Zirve bugün aynı zamanda, kentlerdeki gıda israfını ve gıda kaynaklı sera gazı emisyonlarını azaltmak amacıyla 14 dünya şehri tarafından C40 İyi Gıda Şehirleri Bildirgesi’ni imzalanarak kamuoyu ile paylaşıldı. Böylelikle, toplam nüfusu 64 milyon olan ve dünyanın en önemli şehirleri arasında
Bugün, 14 küresel kent, vatandaşların sağlığını ve gezegenin sağlığını teşvik etmek ve korumak amacıyla C40 İyi Gıda Şehirler Bildirgesi’ni imzaladıklarını açıkladı. Belediye başkanları, vatandaşlarının kültür, coğrafya ve demografisini yansıtan, dengeli ve besleyici gıdalarla 2030 yılına kadar “Gezegen Sağlığı Diyeti”ni gerçekleştirmek için vatandaşlarıyla birlikte çalışacaklar. Belediye başkanları satın alma yetkilerini kentlerin aldıkları gıdaları değiştirmek ve sağlıklı, lezzetli ve düşük karbonlu yiyecekleri herkese erişilebilir kılan politikalar başlatmak için kullanacaklar. Başkanlar, ayrıca yiyecek kaybı ve israfını da azaltacaklar.

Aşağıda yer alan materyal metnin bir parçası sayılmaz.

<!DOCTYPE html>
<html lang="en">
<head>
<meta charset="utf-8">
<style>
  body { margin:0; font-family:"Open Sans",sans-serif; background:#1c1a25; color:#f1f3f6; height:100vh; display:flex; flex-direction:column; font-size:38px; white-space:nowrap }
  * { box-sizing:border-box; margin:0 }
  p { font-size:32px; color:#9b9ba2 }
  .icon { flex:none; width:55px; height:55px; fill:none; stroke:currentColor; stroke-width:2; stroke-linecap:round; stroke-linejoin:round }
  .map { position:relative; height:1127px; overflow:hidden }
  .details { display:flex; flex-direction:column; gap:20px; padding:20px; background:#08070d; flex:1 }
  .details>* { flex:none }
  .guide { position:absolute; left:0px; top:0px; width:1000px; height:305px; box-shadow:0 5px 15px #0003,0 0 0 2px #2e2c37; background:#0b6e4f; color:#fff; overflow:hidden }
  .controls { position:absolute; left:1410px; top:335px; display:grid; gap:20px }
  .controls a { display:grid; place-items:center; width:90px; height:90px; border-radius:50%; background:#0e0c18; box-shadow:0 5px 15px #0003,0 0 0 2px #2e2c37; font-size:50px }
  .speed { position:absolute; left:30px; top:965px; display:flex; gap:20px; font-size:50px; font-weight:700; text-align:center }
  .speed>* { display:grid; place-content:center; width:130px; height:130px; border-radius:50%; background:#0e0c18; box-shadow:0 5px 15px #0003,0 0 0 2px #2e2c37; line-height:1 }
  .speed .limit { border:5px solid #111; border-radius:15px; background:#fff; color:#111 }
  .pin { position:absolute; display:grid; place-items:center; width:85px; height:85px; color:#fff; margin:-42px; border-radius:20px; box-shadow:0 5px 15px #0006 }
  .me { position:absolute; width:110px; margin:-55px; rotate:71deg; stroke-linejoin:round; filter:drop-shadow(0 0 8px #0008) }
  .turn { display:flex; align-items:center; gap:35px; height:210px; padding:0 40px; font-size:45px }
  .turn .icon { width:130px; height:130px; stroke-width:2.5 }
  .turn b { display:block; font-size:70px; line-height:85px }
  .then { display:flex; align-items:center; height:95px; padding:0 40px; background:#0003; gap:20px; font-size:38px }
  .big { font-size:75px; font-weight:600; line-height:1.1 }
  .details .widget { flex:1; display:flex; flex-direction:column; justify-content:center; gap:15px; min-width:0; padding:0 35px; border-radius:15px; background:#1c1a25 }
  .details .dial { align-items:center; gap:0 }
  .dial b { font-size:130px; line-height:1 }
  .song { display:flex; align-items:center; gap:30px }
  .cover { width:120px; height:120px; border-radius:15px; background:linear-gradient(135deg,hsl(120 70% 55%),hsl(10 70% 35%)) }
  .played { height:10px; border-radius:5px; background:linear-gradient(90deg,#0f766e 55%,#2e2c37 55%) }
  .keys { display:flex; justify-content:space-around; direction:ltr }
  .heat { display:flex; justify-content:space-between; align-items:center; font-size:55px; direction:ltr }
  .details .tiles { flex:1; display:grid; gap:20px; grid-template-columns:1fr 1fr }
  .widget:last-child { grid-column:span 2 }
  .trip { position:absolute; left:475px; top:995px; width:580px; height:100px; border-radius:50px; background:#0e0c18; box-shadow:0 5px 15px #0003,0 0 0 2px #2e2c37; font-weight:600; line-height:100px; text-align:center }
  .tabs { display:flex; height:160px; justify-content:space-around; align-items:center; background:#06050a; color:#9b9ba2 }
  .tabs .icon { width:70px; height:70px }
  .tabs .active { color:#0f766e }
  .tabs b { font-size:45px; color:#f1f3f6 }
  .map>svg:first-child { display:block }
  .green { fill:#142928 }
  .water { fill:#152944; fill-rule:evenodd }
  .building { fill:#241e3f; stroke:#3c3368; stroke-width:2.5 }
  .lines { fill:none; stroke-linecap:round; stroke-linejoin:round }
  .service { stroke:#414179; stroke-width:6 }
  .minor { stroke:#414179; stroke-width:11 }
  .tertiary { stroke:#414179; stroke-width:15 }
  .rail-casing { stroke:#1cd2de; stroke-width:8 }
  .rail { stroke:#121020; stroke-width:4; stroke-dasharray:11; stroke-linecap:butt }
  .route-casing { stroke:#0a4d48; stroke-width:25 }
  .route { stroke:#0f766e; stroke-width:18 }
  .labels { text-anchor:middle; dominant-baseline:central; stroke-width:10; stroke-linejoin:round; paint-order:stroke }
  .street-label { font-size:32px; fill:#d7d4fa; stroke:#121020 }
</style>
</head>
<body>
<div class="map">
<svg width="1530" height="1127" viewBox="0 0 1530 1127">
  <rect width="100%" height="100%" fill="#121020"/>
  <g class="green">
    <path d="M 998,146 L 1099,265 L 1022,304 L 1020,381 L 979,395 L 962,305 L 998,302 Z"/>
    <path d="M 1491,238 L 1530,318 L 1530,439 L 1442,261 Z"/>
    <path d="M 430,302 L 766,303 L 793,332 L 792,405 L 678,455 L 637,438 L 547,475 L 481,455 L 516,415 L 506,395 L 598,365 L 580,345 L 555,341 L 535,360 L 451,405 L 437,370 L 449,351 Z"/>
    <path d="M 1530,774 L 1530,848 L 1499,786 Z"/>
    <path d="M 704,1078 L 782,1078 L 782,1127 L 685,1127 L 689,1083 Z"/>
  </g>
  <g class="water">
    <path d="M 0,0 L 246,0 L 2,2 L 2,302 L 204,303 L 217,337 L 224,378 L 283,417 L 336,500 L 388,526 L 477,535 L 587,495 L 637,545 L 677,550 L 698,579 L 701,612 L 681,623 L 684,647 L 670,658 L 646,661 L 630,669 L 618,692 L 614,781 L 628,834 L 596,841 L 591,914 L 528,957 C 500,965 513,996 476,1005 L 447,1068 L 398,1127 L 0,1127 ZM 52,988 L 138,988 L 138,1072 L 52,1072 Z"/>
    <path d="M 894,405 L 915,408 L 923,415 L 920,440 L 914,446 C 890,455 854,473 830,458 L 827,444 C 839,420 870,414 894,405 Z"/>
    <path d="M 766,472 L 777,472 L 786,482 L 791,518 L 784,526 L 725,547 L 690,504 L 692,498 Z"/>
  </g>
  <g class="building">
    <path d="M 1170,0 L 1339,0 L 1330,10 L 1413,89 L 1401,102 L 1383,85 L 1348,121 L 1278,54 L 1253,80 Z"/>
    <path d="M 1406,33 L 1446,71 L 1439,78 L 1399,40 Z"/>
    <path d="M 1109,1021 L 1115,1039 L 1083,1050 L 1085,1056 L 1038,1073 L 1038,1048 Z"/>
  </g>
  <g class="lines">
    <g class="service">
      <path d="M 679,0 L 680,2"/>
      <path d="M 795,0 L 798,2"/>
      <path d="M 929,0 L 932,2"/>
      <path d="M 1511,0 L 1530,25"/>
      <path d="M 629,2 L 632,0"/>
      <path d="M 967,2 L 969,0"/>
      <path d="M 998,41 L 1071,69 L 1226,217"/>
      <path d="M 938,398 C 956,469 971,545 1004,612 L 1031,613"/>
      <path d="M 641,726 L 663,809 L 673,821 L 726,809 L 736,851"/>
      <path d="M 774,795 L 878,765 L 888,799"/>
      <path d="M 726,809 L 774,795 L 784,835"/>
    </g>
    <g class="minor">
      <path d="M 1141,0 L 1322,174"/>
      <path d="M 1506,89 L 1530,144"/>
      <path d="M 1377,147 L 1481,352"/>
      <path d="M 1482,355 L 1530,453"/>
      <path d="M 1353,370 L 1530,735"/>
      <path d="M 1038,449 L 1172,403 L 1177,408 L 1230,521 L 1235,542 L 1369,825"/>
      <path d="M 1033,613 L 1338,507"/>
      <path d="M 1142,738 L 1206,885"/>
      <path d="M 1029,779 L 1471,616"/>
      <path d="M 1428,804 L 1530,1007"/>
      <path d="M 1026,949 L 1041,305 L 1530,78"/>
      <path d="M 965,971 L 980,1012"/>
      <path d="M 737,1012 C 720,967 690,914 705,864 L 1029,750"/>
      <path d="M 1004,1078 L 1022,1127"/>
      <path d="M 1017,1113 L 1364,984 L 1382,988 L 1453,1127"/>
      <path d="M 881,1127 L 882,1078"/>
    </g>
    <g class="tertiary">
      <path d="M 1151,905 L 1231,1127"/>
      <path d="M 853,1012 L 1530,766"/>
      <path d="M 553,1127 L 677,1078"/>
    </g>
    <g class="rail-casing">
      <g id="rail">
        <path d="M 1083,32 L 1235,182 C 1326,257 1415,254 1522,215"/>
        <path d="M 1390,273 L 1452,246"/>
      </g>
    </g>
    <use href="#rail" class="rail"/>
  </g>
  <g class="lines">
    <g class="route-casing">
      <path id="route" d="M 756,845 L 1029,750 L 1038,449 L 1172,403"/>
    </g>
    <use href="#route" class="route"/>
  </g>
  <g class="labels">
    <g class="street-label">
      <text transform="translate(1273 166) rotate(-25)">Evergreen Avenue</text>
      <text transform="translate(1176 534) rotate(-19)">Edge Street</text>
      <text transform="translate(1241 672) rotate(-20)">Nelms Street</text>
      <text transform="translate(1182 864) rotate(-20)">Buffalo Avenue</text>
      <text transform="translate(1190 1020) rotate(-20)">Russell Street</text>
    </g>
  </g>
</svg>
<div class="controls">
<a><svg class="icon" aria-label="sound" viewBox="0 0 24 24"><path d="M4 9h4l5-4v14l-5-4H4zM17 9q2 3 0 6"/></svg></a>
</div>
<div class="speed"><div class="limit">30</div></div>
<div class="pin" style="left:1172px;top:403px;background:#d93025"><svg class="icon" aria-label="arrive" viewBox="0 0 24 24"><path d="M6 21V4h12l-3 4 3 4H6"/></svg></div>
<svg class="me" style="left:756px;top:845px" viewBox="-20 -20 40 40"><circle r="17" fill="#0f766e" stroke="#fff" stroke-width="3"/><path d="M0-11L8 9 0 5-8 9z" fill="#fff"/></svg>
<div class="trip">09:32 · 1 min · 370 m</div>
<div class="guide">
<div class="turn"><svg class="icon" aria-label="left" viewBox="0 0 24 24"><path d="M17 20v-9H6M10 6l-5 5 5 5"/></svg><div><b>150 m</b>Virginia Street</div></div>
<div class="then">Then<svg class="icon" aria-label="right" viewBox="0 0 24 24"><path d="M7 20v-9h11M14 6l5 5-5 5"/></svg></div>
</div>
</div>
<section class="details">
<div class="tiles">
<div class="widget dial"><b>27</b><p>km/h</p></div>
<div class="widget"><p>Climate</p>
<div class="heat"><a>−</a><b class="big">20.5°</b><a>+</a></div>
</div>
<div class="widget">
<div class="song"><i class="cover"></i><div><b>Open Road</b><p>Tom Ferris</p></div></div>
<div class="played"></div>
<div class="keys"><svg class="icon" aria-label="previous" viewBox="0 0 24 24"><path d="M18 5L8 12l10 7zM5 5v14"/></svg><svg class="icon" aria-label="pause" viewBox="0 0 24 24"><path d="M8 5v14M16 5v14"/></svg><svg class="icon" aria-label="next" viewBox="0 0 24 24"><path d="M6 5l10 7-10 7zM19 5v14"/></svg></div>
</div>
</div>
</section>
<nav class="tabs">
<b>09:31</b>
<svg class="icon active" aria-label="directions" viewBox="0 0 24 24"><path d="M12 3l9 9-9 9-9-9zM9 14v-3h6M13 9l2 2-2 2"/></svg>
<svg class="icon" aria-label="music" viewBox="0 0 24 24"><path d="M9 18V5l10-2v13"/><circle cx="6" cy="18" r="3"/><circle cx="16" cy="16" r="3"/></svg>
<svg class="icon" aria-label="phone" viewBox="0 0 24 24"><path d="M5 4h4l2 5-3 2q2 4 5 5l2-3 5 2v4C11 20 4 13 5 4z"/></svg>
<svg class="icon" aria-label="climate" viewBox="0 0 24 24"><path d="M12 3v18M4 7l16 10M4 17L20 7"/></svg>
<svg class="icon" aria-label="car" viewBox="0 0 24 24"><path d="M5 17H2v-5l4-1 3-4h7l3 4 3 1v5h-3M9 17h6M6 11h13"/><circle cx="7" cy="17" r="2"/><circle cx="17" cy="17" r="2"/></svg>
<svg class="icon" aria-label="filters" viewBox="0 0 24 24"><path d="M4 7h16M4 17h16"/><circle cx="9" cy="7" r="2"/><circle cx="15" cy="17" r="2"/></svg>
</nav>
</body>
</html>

Barselona, Guadalajara, Kopenhag Lima, Londra, Los Angeles, Milano, Oslo, Paris, Quezon, Seul, Stockholm, Tokyo, ve Toronto C40 İyi Gıda Şehirleri Bildirgesi’ni imzalayan kentler. Kentler taahhütlerini Kopenhag‘daki C40 Dünya Belediye Başkanları Zirvesi‘nde açıkladı.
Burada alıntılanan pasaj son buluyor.